Vibecoding
Como descobrir o que uma parte do código faz sem o autor
O autor saiu, ou o autor era a IA e ninguém guardou o raciocínio. Existe um método de investigação que funciona melhor que ficar encarando a tela.
Você abre um trecho e não faz ideia do que ele faz.
Quem escreveu não está mais na empresa. Ou pior, quem escreveu foi a IA e você aprovou seis meses atrás sem guardar o raciocínio.
O reflexo é encarar a tela e ler do começo ao fim. É o método mais lento que existe.
Comece pelas bordas, não pelo meio
Antes de olhar o que o trecho faz por dentro, descubra o papel dele.
Quem chama isso? Busca por referências. Se é chamado pela tela de pagamento, você já sabe muito. Se é chamado por um processo que roda de madrugada, sabe outra coisa.
O que ele devolve? Olha o retorno e o que quem chamou faz com ele.
O que acontece se falhar? Quem trata o erro, e como.
Com essas três respostas você já sabe o papel da peça. Ler o interior fica muito mais fácil quando você sabe o que procurar.
Segue o dado, não o fluxo
Ler de cima pra baixo é seguir o fluxo, e você se perde na terceira condicional aninhada.
Melhor: escolhe uma informação e acompanha ela.
De onde vem esse valor. Como ele é transformado. Onde ele para.
Funciona melhor porque a lógica existe pra transformar dado. Seguindo o dado você reconstrói a intenção; seguindo o fluxo você só percorre a estrutura.
Olha o histórico
A fonte mais subestimada.
Cada alteração naquele arquivo teve um motivo, e às vezes o motivo está escrito na mensagem da alteração.
Duas coisas pra procurar:
Quando aquele trecho estranho apareceu. Se ele foi adicionado numa alteração com mensagem "corrige erro no fechamento do mês", você acabou de descobrir por que ele existe.
Se aquilo já foi simples. Trecho complicado costuma ter nascido simples e ganhado remendos. Ver a versão original mostra a intenção antes das exceções.
Sem o autor, o histórico é o que sobra de mais próximo da intenção original.
Usa a IA pra mecânica, não pra intenção
Aqui ela rende muito, com um limite claro.
Pede pra ela explicar o que o trecho faz, em português, passo a passo. Ela é precisa nisso e economiza tempo real.
Pede os casos de borda: o que acontece com valor vazio, negativo, nulo. Ela enxerga isso rápido.
Pede um resumo do papel da função no arquivo.

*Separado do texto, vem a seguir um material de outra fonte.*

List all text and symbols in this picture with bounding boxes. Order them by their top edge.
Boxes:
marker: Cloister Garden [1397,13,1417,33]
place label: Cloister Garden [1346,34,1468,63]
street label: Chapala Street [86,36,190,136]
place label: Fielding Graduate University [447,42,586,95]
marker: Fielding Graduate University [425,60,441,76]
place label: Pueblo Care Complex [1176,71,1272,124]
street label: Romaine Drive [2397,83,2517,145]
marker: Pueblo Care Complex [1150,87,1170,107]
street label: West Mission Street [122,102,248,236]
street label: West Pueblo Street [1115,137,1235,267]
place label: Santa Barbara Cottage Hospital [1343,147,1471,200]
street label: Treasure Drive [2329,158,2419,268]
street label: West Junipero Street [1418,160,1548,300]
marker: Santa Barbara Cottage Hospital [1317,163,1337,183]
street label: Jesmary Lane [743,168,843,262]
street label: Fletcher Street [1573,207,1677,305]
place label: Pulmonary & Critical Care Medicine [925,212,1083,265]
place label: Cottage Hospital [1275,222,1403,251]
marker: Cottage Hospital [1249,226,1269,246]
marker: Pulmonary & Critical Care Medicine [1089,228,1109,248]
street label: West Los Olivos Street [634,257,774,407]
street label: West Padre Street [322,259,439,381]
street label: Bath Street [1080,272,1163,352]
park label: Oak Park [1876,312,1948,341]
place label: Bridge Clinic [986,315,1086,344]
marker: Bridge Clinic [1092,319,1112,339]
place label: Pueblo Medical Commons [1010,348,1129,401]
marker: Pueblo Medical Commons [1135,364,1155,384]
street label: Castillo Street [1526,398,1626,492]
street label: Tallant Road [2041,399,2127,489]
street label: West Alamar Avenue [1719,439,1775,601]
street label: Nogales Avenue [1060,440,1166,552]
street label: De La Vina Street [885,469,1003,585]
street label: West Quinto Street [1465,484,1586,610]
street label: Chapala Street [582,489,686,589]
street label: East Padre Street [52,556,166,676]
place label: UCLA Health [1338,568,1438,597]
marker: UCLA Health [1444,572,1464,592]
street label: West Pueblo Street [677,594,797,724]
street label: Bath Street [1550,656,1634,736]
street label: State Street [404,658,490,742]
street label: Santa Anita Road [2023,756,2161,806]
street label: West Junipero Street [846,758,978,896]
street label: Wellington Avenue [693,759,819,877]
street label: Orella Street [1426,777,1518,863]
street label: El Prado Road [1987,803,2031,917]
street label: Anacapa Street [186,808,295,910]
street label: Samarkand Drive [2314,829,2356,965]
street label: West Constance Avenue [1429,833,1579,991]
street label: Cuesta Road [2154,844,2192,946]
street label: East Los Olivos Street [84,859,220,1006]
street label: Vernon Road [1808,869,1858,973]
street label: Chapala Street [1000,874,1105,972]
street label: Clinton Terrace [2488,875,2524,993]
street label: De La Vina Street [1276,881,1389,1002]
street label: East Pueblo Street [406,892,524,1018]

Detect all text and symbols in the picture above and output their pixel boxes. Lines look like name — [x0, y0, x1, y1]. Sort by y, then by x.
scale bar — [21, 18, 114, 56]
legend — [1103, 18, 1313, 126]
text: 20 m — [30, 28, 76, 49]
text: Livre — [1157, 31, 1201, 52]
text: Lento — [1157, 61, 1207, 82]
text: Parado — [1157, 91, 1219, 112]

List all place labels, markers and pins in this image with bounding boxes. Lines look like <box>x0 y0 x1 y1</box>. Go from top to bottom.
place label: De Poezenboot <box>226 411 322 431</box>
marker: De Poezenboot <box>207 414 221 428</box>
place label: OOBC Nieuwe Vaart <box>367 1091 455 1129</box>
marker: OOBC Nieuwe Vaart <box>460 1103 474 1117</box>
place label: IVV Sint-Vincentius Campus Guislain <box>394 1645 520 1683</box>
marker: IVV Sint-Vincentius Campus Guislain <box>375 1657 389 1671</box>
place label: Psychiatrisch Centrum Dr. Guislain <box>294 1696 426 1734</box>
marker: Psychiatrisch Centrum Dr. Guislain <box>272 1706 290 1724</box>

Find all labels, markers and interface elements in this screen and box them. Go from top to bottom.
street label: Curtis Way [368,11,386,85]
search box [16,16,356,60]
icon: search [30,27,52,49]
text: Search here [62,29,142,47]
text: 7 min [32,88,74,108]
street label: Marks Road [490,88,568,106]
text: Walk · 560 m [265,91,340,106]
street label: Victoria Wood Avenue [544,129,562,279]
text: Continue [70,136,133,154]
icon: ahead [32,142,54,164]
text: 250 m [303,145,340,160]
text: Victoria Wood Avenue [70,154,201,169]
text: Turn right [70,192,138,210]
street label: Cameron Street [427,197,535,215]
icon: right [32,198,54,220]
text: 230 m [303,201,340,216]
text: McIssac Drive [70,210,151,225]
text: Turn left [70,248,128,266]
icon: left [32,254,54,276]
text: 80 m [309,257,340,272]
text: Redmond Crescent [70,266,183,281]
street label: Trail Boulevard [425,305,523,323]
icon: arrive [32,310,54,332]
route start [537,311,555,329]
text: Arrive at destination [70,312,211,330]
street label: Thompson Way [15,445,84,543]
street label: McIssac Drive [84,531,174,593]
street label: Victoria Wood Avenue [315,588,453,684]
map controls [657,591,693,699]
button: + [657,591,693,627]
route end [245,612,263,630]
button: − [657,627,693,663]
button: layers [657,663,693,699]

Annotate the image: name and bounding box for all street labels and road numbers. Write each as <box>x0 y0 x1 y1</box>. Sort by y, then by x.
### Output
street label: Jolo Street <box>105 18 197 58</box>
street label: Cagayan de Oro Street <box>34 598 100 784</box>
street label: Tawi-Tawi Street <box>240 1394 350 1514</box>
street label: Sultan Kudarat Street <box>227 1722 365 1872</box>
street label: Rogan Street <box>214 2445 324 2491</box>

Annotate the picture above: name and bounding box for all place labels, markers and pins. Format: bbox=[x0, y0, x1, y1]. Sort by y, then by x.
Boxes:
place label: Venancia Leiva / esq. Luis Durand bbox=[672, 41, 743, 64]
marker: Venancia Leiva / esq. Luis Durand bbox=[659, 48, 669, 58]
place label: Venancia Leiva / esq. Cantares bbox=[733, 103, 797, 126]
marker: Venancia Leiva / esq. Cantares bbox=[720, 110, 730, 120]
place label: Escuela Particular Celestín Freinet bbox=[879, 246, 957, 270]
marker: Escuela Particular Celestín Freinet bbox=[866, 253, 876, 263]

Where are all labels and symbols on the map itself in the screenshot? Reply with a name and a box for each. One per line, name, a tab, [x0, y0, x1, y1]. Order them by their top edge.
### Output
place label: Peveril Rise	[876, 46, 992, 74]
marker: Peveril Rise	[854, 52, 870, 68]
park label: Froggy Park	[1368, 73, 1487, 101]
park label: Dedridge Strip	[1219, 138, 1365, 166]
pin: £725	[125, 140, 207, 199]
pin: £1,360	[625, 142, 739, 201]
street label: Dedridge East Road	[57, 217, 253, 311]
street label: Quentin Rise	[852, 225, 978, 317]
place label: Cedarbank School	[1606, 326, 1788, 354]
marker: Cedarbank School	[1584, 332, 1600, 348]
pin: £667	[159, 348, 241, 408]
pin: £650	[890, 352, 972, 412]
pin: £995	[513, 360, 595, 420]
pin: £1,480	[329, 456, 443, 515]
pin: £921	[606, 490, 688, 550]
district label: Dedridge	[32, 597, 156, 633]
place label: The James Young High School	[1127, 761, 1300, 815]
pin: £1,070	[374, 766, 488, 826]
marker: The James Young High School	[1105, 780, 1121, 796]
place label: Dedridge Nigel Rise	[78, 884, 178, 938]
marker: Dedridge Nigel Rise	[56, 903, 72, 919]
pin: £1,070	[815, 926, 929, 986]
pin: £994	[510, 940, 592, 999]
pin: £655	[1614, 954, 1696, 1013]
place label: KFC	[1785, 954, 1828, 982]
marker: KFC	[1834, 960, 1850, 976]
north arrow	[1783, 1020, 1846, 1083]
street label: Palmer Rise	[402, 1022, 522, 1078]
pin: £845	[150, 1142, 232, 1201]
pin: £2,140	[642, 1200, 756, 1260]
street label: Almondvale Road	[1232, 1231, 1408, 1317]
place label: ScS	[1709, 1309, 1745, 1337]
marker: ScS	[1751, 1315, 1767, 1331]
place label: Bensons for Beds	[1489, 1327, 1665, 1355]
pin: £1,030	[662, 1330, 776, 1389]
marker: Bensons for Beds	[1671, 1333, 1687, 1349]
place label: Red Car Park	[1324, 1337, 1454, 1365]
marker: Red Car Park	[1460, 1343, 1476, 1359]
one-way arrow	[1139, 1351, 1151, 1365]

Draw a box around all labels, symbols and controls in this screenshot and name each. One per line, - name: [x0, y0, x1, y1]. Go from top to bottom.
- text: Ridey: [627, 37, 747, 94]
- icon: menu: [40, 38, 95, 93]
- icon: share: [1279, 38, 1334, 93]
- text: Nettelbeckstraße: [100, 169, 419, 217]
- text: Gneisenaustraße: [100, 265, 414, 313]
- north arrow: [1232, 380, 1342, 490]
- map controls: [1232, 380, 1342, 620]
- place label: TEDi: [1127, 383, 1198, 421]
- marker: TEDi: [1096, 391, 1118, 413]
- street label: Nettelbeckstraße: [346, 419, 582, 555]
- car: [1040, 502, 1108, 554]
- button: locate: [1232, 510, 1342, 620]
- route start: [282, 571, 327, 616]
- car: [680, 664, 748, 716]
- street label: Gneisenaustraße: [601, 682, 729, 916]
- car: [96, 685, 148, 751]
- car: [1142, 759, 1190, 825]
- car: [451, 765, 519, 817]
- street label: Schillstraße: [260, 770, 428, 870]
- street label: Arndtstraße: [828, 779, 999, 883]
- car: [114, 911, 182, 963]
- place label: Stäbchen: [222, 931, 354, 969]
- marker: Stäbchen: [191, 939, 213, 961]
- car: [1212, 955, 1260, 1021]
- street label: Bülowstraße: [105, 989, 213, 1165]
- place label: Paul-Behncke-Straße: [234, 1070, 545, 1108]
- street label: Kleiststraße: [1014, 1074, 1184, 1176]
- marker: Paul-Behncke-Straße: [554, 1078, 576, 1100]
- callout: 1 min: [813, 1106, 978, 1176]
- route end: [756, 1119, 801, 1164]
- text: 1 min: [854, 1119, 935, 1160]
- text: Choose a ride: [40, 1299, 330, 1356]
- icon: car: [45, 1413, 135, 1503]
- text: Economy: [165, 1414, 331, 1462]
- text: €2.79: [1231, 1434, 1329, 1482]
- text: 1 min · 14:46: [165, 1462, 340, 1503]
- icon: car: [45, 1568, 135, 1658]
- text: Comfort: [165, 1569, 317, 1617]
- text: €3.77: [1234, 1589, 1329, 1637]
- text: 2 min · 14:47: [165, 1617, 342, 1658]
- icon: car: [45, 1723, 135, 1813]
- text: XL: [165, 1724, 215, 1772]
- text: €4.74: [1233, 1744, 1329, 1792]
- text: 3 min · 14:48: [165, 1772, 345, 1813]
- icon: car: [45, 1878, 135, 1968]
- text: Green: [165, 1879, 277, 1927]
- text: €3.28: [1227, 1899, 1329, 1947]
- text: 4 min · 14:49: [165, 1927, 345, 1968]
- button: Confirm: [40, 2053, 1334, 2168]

O que ela não vai te dar é a intenção de negócio. Ela não sabe que aquela exceção existe por causa de um contrato de 2024. Ela vê o código, não a empresa.
Então: explicação dela é ponto de partida da investigação. Nunca é a conclusão. É o mesmo limite de não delegar arquitetura.
Testa a hipótese antes de confiar
Depois de formar uma teoria, confirma.
Muda um valor de entrada e vê se a saída muda como você previu.
Coloca uma marcação temporária e roda pra ver se aquele caminho é mesmo executado.
Quebra de propósito, num ambiente de teste, e vê o que deixa de funcionar. É a forma mais rápida de descobrir quem depende daquilo.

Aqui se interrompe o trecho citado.